In diesem ganzen Film entsteht nichts… emotional ist dieser Film so kalt wie das Wischwasser von Shandurai. Diese vermeintliche Liebesgeschichte ist von Gefühlen vollkommen befreit. Die Charaktere bleiben eindimensional, entwickeln sich nicht weiter und bieten mir als Zuschauer auch keinerlei Möglichkeit, irgendwas für sie zu empfinden. Selbst die vermeintlich nette Geste, die der Klavierspieler im Laufe des Films macht, wirkt einfach nur wie eine billige Plattitüde, um Shandurai endlich ins Bett zu kriegen. Die Figuren bleiben blass und langweilig… und so hat mich, der ich sonst ein großer Fan von Liebesgeschichten bin, dieser Film einfach von Anfang bis Ende nur kalt gelassen.

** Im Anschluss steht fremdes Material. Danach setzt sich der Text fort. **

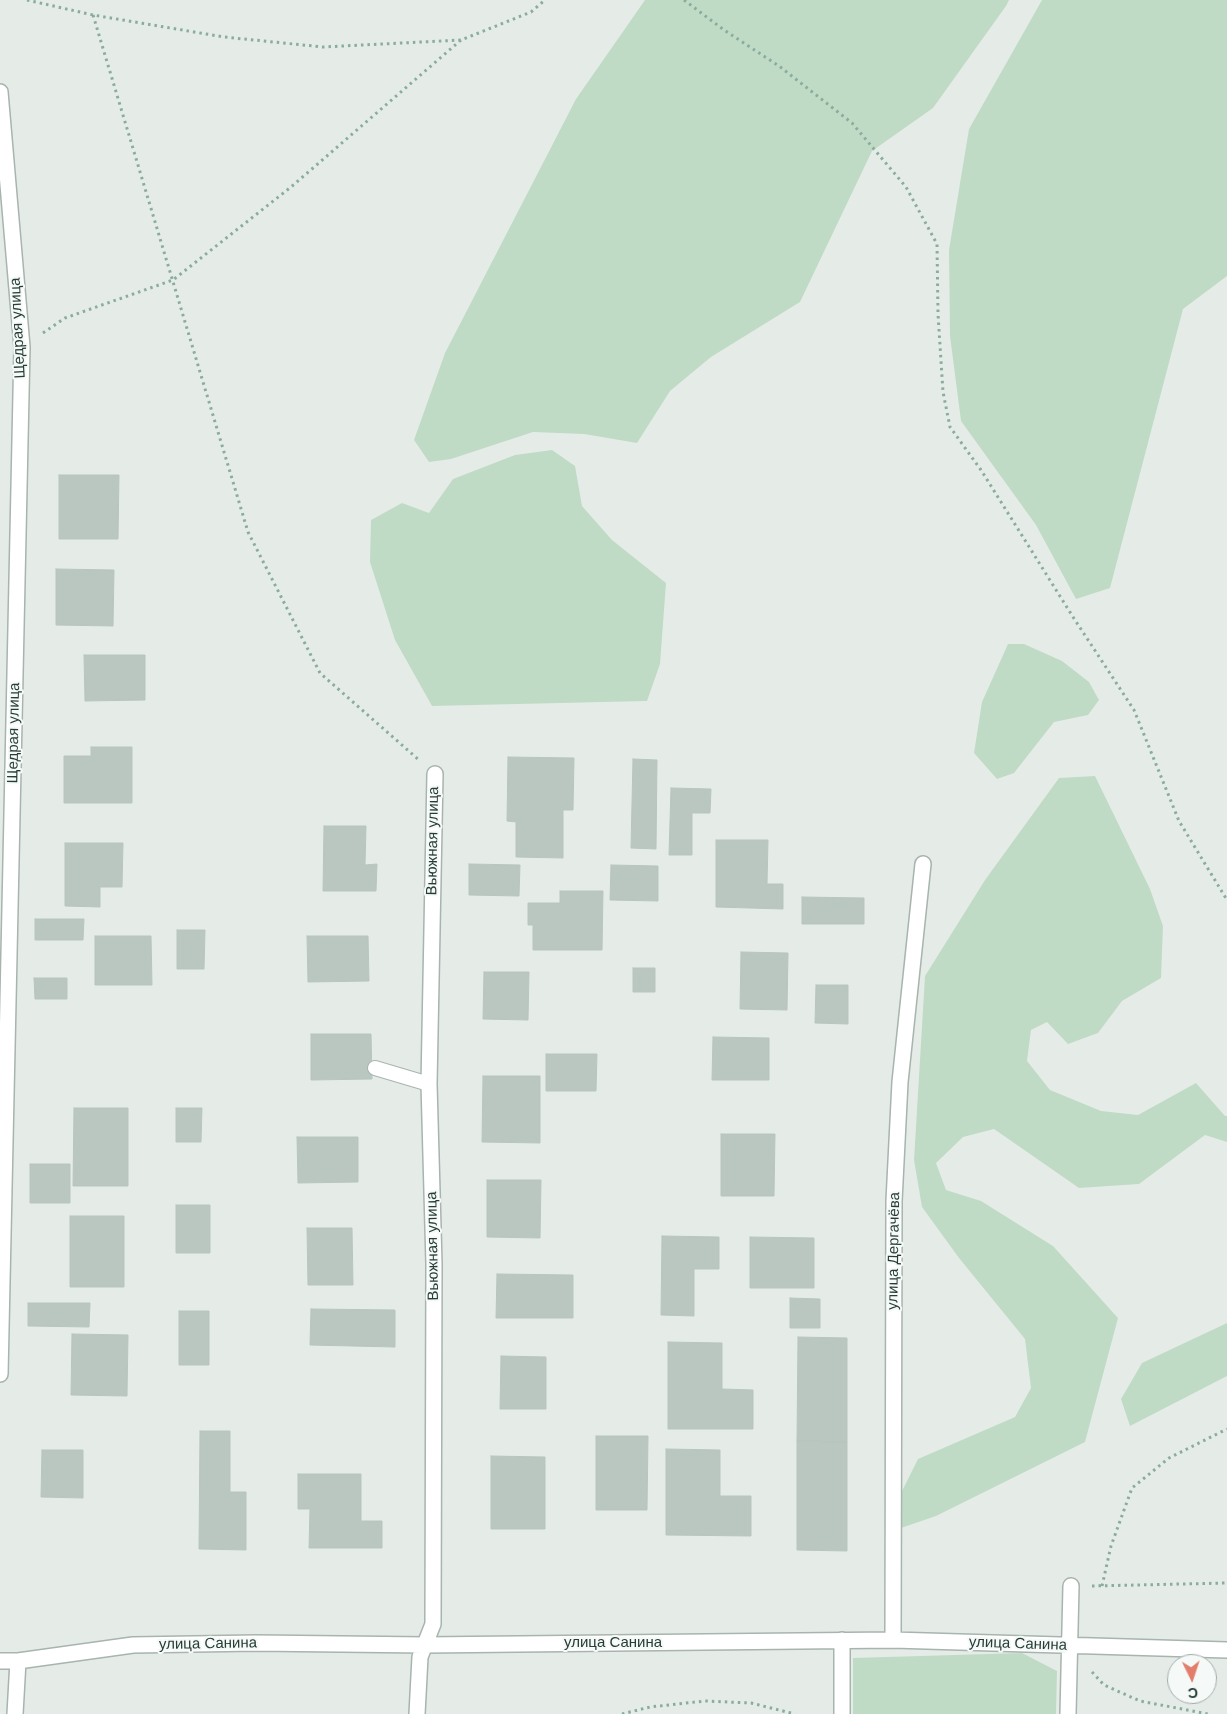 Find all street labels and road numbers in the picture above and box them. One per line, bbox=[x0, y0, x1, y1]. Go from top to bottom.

David Thewlis hatte eher eine unheimliche Präsenz und man könnte „Shandurai“ wahrscheinlich schnell zu einem Horror-Thriller umschneiden. Gerade bei Thewlis hat mir die Liebe für Shandurai einfach gefehlt. Das wirkte alles einfach so, als ob er erwarten würde, sie würde ihn lieben, weil sie immerhin für ihn putzen und bei ihm im Keller leben darf. Sehr merkwürdig. Thandie Newton hat wenigstens ein bisschen mehr zu tun, ist ihre Shandurai doch nicht ganz so menschenscheu wie ihr Klavierspieler. Aber auch ihre Rolle bleibt seltsam leer.

„Shandurai und der Klavierspieler“ hätte ein schöner Film sein können, wenn Bertolucci seine Charaktere einfach sehr viel besser ausgearbeitet hätte und seine Geschichte weniger künstlerisch frei erzählt hätte. Aber am Ende sind es mir zu viele „Hättes“… lieber Chef, sei mir nicht böse, aber das war einfach nicht mein Film.

Wertung: 3 von 10 Punkten (schöne Musik, öde Story)

4 Kommentare leave one →
  1. 29. Juli 2020 12:42

    Was sagt das über Deinen Chef? :))

    • donpozuelo permalink*
      29. Juli 2020 17:46

      Das will ich gar nicht so genau wissen 😅🙈

  2. 30. Juli 2020 10:39

    Ich finde es grundsätzlich überhaupt erstmal cool, dass dein Chef deine Filmleidenschaft kennt und dir daher Filme in die Hand drückt. Bei den beiden Darstellern war ich auch erstmal begeistert, ehe ich die restliche Kritik las…

    • donpozuelo permalink*
      30. Juli 2020 20:57

      Gut… vielleicht sollte ich dazu sagen, dass ich als Videomensch in einer Filmredaktion arbeite 🙈 da ist das natürlich mehr gegeben.